Piangi e …fotti ! Mai motto napoletano fu più azzeccato !
Sarebbe l’ora che tutti questi depositari della cultura italica e internazionale, tirassero fuori i soldi per risanare un carrozzone come il Madre. Oggi lo Stato italiano non può più permettersi di provvedere alla gestione di musei e gallerie pubbliche, nate come funghi sul territorio italiano. Il museo Madre per i napoletani è un “alieno”, una macchina mangiasoldi. Chi paga sono sempre i soliti contribuenti. Gli artisti ricchi e famosi cosa aspettano a vendere qualche opera e il ricavato cederlo al Madre?
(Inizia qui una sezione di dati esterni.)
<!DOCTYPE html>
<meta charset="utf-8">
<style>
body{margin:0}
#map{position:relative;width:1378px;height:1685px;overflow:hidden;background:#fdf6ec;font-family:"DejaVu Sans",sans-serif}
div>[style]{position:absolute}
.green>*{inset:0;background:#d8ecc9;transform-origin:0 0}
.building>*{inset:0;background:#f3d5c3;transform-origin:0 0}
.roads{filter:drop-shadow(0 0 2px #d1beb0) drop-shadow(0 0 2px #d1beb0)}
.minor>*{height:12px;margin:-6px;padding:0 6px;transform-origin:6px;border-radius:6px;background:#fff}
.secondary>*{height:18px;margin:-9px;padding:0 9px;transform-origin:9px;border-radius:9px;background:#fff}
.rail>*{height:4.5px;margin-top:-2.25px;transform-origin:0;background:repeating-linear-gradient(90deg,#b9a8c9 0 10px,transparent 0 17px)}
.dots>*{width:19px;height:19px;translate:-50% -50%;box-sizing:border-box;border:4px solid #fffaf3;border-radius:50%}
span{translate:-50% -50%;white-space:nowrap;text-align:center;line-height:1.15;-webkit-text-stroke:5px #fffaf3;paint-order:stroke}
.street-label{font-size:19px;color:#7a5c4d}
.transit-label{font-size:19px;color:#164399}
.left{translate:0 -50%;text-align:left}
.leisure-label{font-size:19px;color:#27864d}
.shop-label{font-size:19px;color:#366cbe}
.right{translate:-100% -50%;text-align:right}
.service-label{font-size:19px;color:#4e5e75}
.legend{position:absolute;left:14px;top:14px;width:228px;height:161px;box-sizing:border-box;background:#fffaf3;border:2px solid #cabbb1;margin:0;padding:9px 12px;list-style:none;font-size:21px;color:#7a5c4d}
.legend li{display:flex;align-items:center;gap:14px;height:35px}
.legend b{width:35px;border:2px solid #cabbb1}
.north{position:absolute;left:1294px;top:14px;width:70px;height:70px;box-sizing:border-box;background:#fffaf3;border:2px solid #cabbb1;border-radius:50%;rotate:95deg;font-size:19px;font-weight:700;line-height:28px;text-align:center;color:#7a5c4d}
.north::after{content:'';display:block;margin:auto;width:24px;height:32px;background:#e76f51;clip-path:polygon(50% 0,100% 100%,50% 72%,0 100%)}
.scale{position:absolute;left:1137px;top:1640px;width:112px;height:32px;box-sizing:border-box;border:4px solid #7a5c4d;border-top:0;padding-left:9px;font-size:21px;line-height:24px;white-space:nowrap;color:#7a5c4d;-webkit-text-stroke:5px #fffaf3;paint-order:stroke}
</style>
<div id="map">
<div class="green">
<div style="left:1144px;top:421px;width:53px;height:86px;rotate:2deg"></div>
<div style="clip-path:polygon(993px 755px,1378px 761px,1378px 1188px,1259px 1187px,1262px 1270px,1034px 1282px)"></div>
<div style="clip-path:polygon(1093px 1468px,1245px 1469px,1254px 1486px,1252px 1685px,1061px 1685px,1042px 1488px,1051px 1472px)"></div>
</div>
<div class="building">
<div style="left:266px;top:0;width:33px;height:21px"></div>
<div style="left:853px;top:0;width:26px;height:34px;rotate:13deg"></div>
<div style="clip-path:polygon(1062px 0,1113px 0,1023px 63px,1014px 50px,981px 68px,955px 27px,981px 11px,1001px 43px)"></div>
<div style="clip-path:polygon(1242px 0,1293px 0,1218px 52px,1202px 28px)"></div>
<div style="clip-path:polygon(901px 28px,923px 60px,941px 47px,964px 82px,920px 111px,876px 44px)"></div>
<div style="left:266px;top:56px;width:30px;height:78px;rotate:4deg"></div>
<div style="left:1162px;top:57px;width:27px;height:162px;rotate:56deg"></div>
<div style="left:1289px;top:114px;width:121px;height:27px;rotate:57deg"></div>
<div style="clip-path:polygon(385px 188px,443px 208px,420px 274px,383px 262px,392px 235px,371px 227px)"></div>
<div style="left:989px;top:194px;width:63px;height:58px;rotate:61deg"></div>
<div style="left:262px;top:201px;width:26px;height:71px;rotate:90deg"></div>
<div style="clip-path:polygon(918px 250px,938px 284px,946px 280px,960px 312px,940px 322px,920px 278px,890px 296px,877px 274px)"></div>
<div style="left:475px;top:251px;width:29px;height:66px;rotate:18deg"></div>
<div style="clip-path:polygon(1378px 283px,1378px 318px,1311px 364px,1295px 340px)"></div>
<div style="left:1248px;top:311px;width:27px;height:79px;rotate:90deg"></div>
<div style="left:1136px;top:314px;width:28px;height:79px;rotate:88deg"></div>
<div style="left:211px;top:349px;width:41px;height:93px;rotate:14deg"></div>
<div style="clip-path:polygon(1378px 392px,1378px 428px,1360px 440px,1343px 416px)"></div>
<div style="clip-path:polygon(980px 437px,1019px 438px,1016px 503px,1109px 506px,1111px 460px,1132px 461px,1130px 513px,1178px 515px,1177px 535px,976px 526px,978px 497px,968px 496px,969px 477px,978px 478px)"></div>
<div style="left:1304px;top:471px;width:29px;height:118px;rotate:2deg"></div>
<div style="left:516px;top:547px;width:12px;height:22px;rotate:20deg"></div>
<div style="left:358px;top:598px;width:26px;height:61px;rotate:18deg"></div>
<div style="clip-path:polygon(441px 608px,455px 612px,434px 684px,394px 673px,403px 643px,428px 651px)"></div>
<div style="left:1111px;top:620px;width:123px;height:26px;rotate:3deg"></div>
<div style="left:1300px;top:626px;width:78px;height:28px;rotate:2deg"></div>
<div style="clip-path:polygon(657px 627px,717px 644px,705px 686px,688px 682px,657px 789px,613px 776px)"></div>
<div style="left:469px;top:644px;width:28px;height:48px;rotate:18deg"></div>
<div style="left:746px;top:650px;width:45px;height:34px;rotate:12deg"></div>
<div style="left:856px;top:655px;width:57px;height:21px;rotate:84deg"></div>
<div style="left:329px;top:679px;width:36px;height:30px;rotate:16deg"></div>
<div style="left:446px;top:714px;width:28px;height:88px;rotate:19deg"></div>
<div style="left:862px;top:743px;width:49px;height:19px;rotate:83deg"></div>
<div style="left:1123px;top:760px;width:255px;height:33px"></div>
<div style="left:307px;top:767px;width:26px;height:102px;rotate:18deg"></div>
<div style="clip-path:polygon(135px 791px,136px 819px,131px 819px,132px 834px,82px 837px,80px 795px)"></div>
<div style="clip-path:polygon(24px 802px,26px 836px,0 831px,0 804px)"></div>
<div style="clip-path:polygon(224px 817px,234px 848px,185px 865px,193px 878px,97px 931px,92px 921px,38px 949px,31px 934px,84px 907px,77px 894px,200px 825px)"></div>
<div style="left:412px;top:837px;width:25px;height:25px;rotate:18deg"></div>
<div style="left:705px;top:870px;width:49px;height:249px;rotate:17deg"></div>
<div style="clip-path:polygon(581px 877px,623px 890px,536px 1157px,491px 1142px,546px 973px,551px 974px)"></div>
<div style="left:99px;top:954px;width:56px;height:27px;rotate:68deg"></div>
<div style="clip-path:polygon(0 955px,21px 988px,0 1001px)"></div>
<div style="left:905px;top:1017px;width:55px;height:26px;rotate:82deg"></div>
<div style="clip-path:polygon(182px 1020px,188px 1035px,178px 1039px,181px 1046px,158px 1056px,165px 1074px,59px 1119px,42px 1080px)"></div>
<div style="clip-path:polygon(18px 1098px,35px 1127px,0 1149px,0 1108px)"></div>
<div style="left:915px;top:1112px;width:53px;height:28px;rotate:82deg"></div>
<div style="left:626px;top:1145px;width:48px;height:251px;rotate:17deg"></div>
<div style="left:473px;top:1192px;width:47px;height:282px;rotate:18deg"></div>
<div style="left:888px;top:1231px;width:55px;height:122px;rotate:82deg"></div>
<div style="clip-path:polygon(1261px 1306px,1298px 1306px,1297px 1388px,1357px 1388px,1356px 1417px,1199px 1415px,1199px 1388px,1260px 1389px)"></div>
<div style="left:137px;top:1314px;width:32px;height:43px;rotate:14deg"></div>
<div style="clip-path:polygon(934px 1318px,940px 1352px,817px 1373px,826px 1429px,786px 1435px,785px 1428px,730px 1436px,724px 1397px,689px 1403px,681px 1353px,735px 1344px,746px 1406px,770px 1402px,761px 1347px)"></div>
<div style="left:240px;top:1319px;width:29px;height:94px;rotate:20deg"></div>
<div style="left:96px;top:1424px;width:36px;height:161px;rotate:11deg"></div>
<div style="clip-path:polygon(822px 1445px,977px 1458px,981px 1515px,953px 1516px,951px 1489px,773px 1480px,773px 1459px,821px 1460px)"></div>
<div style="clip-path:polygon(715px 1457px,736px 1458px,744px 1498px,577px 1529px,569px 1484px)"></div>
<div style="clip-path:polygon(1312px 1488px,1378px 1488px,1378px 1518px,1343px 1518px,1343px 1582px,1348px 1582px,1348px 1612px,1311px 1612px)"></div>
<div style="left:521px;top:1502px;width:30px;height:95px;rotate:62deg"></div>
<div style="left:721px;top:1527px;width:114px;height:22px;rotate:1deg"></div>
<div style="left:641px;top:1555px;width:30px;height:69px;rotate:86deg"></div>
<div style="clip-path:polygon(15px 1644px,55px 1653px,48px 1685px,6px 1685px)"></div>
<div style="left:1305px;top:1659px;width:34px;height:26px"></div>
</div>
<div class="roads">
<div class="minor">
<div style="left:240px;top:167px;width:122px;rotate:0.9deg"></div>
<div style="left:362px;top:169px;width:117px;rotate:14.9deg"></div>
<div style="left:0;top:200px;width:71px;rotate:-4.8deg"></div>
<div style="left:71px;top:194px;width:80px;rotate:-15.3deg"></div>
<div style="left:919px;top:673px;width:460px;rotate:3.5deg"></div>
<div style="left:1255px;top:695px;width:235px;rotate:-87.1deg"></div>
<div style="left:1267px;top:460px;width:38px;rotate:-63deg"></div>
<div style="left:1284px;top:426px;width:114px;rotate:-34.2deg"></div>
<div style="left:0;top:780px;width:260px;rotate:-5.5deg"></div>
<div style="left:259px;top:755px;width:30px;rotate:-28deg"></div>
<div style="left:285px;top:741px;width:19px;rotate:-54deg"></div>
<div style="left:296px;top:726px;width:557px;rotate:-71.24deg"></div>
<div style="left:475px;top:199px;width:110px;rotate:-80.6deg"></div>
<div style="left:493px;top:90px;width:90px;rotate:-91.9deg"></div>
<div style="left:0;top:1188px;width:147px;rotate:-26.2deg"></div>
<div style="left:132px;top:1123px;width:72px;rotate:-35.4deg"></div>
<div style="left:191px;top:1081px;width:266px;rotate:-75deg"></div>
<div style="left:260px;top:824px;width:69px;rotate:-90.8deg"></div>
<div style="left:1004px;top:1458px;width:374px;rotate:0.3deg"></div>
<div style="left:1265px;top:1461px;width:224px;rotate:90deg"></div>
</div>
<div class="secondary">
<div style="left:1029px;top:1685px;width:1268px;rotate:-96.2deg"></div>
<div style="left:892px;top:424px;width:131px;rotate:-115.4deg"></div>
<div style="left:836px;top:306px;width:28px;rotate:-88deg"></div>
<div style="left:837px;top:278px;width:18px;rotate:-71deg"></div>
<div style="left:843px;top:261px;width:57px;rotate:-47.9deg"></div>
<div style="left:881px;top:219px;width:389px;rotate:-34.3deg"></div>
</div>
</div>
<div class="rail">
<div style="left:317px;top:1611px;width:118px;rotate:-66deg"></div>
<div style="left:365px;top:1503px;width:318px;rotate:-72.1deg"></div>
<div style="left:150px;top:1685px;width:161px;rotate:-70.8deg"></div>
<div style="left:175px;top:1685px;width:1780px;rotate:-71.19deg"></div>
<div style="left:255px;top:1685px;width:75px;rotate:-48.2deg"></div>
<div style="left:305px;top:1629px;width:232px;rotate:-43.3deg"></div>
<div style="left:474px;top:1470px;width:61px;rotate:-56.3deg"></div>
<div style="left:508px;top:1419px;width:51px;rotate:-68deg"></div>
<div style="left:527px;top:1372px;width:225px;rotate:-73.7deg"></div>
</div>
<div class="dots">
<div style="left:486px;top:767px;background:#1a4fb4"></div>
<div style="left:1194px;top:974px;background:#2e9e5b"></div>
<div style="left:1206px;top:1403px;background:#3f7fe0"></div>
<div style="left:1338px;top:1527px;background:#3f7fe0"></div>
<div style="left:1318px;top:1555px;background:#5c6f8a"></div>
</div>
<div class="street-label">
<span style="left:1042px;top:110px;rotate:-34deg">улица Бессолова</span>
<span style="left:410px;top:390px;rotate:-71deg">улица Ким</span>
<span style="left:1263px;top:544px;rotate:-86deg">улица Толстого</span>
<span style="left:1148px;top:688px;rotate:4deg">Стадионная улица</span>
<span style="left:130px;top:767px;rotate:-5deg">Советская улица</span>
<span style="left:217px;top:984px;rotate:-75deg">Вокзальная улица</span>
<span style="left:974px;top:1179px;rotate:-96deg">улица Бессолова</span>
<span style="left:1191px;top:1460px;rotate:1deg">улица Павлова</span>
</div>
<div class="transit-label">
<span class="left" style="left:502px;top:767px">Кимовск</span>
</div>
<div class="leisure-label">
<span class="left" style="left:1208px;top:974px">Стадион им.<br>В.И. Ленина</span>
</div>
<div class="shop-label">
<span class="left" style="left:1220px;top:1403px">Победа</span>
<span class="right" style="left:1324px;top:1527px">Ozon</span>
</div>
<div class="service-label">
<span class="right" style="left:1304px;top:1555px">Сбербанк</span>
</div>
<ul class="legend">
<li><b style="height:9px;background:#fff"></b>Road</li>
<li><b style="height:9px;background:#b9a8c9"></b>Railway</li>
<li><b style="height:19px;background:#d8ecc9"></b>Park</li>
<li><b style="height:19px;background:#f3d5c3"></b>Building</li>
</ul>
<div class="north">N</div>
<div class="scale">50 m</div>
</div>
Facciamo pagare i debiti ai cosiddetti grandi “artisti” milionari.
Quando il direttore e il curatore del Madre erano ben protetti alle spalle dal loro amico presidente di Regione, ne hanno fatte di cotte e di crude, con scelte di programmazione francamente discutibili, facendo atterrare a Napoli artisti che non hanno mosso neanche il dito mignolo per entrare in relazione con la città.
Gli artisti italiani e in particolare i napoletani sono stati trattati come persone di serie B per tanti anni, fra le poche eccezioni c’è stato l’altro amico di famiglia Paladino.
Per non parlare del rapporto con le gallerie Napoletane (quelle si che si giocano il tutto per tutto ogni giorno e non hanno santi in paradiso se non la loro bravura, che gli permette di restare all’attivo in un territorio così difficile), che è stato sempre all’insegna della rottura a tutti i costi, forse per sanare un senso di inferiorità e di ghettizzazione subito dal direttore prima di diventare direttore.
E adesso si pretenderebbe l’aiuto di tutti per salvare il Madre… Secondo me il Madre deve farcela da solo.
Se in questi anni di attività ha costruito validi ponti saranno questi ultimi che salveranno la struttura, se invece è stato costruito solo risentimento allora questo distruggerà il museo, al di là degli appelli che sempre vengono firmati da chi ha mangiato, nell’illuisione di poter continuare a mangiare, e da quelli totalmente ignari di quanto sia stato lontano il Madre dalla Città.
IL VERO SCANDALO DEL MADRE – E’ CHE IN MENO DI QUATTRO ANNI SONO STATI SPESI PIU’ DI 61 MILIONI DI EURO. ALLA FACCIA DEI SACRIFICI DEI CITTADINI. UN MANGIA MANGIA DI PERSONE SENZA UN MINIMO RITEGNO E RESPONSABILITA’ AMMINISTRATIVA. E’ QUESTI SAREBBERO I TUTORI DELLA NUOVA ARTE? ANZI, L’ARTE DI SPERPERARE DENARO PUBBLICO. COME SIAMO CADUTI IN BASSO!
Sto Paladin- Paladino si trova dappertutto, è come il prezzemolo di Sorrento…
Questi “intellettuali” o salvatori del Madre, invece di firmare per la sopravvivenza di questo Carrozzone, farebbero cosa utile a raccogliere le firme per chiuderlo. Se proprio lo vogliono se lo paganano con le proprie tasche. Cosa estremamente difficile.
Sempre e solo in Italia accadono cose di questo tipo:la cultura e il rispetto e l’amore per l’arte qui da noi e’ indecorosa!